Would you give the number of lines in the entries that contain the word "numOctaves"? Nothing else is needed.

*** EXTRACTED ENTRIES ***

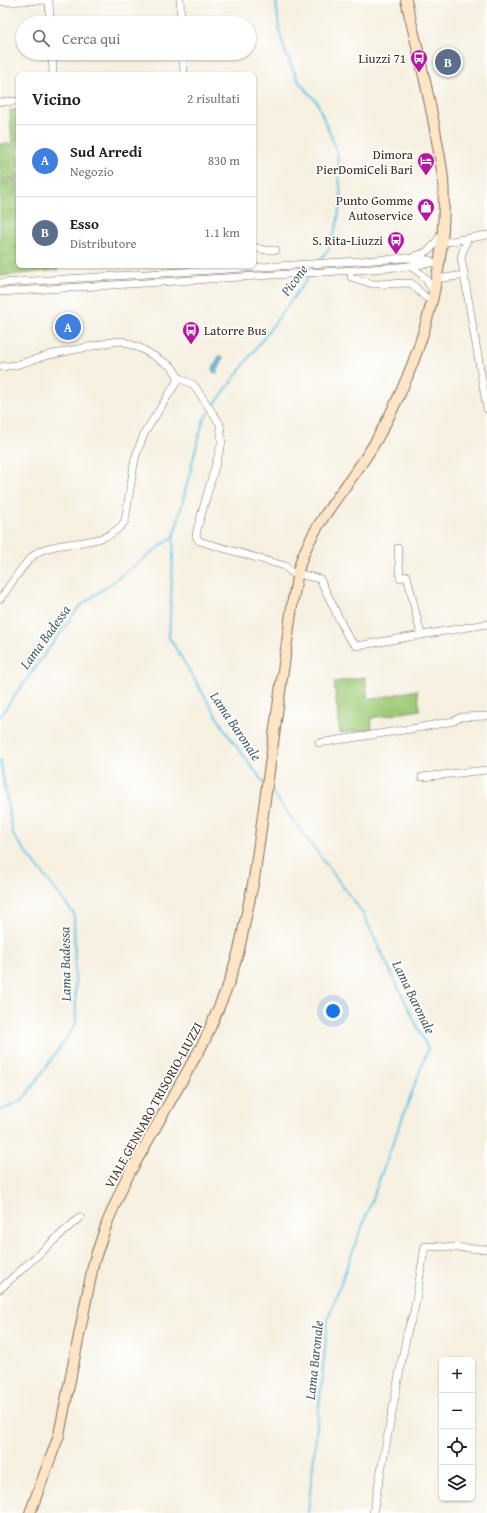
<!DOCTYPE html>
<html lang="it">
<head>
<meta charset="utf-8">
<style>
	body { margin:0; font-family:"Gentium Book Plus",serif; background:#f6f6f6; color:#202124 }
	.controls { position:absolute; right:12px; bottom:12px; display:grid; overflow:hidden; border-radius:6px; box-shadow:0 1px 3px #0004 }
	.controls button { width:36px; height:36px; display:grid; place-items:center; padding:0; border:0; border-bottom:1px solid #e0e0e0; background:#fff; color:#202124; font:20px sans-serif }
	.you { position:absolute; left:333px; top:1011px; width:14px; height:14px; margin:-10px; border:3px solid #fff; border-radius:50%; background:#1a73e8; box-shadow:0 0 0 6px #1a73e833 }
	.badge { display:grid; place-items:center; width:26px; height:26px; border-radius:50%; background:#b5179e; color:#fff; font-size:13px; font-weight:700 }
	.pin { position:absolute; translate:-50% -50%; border:2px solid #fff; box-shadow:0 1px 4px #0006 }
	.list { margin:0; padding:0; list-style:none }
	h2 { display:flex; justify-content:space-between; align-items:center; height:52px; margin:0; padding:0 16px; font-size:17px }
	h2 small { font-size:13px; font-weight:400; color:#757577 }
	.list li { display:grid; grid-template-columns:26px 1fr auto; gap:12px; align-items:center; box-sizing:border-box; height:72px; padding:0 16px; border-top:1px solid #e0e0e0 }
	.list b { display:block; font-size:15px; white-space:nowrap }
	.list p { margin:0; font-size:13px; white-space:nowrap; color:#757577 }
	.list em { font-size:13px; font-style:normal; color:#757577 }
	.icon { flex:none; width:22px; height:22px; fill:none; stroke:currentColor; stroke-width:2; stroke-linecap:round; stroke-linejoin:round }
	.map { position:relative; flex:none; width:487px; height:1513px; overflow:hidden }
	.search { position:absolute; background:#fff; box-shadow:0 1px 3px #0004; left:16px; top:16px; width:240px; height:44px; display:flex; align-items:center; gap:10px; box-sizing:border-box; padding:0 14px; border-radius:22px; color:#757577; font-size:15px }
	.panel { position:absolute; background:#fff; box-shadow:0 1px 3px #0004; left:16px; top:72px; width:240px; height:196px; border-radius:6px }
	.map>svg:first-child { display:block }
	.grass { fill:url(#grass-dots); stroke:#6c7a4a }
	.park { fill:url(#park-crowns); stroke:#6c7a4a }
	.pitch { fill:#9eca77; stroke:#6c7a4a }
	.water { fill:#66c4e4; stroke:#507781 }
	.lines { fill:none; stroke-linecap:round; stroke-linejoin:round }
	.stream { stroke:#66c4e4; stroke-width:2 }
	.minor-casing { stroke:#7c6f62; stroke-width:8 }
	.secondary-casing { stroke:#7c6f62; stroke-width:12 }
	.minor { stroke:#fff; stroke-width:7 }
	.secondary { stroke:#fde5c5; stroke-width:10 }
	.labels { text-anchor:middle; stroke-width:3.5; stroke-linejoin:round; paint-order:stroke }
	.poi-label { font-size:13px; fill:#3b2a1e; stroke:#fff; text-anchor:end }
	.street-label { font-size:13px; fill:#3b2a1e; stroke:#fff }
	.water-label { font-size:14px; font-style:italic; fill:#4a6063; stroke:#fff }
</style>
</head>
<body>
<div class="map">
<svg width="487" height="1513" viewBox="0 0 487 1513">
	<defs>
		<pattern id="grass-dots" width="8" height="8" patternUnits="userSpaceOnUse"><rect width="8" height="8" fill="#9eca77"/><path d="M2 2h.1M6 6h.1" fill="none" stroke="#82a461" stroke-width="1.8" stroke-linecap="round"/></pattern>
		<pattern id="park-crowns" width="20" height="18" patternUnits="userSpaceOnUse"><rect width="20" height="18" fill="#9eca77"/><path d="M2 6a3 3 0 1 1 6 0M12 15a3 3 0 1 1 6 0" fill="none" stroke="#82a461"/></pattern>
	</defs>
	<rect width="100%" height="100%" fill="#fff"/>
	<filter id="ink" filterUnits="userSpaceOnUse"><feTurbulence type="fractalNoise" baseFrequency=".025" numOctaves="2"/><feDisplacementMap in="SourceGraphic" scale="8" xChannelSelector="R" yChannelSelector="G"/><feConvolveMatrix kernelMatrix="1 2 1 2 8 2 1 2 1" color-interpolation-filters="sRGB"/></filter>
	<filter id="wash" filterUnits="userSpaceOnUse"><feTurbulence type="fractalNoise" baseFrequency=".012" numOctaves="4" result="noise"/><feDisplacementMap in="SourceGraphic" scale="16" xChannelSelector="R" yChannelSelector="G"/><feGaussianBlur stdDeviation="0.9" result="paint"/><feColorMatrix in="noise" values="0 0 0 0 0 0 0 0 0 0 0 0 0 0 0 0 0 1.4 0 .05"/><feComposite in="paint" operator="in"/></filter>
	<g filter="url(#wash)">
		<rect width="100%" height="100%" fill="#f6f0e0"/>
		<!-- grass -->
		<path class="grass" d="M10,110h8v69l-18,1v-36h12z"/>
		<!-- park -->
		<path class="park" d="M18,181v85h40v4l-58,6v-94z"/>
		<!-- pitch -->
		<path class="pitch" d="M365,677l3,23 49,-10 3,20 -49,8 1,11 -32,4 -6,-51z"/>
		<!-- water -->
		<path class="water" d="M219,356l4,2 -6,15 -5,-2z"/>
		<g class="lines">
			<!-- stream -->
			<path class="stream" d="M276,0l3,29 6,22 14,31 18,20 20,49 4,47 -4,26 -9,26 -9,11
				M212,408l98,-133
				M209,412l-6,8 -29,116 -5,101 57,95 38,51
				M0,716l79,-109 95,-71
				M0,760l13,75 61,79 2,110 -53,76 -23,10
				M271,791l91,121 66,137 -100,269 -20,195"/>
		</g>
	</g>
	<g filter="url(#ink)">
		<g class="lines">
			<!-- minor casing -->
			<g class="minor-casing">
				<path id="minor" d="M180,0l1,23
					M0,2l49,-2 1,23
					M52,53l1,21
					M183,53l1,21
					M0,102l18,-1
					M467,239l-6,18 26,152
					M441,243l46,-8
					M254,247l10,3h12
					M415,256c13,-3 18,-8 25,-20
					M409,266c13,7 19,13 24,27
					M351,277l22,7 38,-1 14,14 7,3
					M436,279l29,-4
					M0,283l407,-25 23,2
					M0,292l372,-23 37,-3 29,-4
					M0,367l16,-2 33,-10 63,-13 10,-1 20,8 30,18 7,11 15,7 26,39 2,18 -25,88 -1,6 3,5 86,25 6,6 29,7 28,58 8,9 131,-22
					M398,548l2,30 7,-2 14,59
					M0,599c11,-14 27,-43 42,-49 26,-11 65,-2 83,-29l10,-63 9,-24 35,-56
					M319,743l98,-15 37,-7 7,-4 26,-1
					M422,777l65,-7
					M0,1289l80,-72
					M373,1513l34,-180 7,-22 11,-65 62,3"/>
			</g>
			<!-- secondary casing -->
			<g class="secondary-casing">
				<path id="secondary" d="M30,1513l29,-78 35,-174 13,-38 18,-42 80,-141 24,-57 10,-33 15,-71 39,-280c3,-13 4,-28 9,-41 17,-44 52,-78 75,-119 44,-78 72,-170 66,-260 -1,-13 -4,-26 -6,-38 -8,-48 -20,-94 -31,-141"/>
			</g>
			<!-- minor -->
			<use href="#minor" class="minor"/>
			<!-- secondary -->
			<use href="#secondary" class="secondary"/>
		</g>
	</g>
	<!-- icons -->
	<defs>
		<g id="bus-pin" transform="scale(0.9)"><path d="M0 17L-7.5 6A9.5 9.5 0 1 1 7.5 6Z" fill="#b5179e" stroke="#fff"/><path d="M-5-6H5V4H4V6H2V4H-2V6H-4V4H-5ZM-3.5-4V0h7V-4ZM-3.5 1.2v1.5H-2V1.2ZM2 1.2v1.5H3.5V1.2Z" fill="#fff"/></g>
		<g id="hotel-pin" transform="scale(0.9)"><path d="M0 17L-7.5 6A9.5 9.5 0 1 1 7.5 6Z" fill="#b5179e" stroke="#fff"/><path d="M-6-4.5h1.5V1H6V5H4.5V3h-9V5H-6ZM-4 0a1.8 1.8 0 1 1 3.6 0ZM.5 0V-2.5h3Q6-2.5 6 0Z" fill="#fff"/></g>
		<g id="shop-pin" transform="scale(0.9)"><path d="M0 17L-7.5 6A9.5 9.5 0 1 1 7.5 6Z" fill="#b5179e" stroke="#fff"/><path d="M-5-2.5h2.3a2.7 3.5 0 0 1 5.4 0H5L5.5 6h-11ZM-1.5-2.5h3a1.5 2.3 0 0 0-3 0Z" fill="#fff"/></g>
	</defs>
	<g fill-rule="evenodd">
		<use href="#bus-pin" x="419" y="58"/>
		<use href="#hotel-pin" x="426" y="161"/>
		<use href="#shop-pin" x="426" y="207"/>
		<use href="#bus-pin" x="396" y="240"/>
		<use href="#bus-pin" x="191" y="330"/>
	</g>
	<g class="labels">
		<!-- poi labels -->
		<g class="poi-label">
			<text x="406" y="63">Liuzzi 71</text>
			<text x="413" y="159">Dimora<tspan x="413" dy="15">PierDomiCeli Bari</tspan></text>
			<text x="413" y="205">Punto Gomme<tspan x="413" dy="15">Autoservice</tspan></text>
			<text x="383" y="245">S. Rita-Liuzzi</text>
			<text x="204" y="335" text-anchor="start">Latorre Bus</text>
		</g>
		<!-- street labels -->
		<g class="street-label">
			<text transform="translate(153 1105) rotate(-61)" y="5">VIALE GENNARO TRISORIO-LIUZZI</text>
		</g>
		<!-- water labels -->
		<g class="water-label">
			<text transform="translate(294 280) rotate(-54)" y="5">Picone</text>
			<text transform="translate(45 637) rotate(-54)" y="5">Lama Badessa</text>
			<text transform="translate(236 726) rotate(56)" y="5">Lama Baronale</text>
			<text transform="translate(65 964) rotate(-91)" y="5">Lama Badessa</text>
			<text transform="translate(414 997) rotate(64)" y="5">Lama Baronale</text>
			<text transform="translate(314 1360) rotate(-84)" y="5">Lama Baronale</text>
		</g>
	</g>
</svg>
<div class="controls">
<button>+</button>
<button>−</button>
<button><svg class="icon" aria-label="locate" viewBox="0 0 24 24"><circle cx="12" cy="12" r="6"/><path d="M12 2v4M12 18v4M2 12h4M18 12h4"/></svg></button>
<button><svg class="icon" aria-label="layers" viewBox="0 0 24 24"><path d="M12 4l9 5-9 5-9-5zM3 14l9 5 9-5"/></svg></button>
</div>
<div class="you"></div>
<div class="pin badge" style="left:68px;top:327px;background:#3f7fe0">A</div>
<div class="pin badge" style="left:448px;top:62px;background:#5c6f8a">B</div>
<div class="search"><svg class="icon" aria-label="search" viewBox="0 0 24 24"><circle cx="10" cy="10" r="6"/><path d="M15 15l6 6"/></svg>Cerca qui</div>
<section class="panel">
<h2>Vicino<small>2 risultati</small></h2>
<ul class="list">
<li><span class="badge" style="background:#3f7fe0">A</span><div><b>Sud Arredi</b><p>Negozio</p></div><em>830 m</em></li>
<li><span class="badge" style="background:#5c6f8a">B</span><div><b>Esso</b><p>Distributore</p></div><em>1.1 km</em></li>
</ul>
</section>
</div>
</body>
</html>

***

— ANSWER SECTION —
2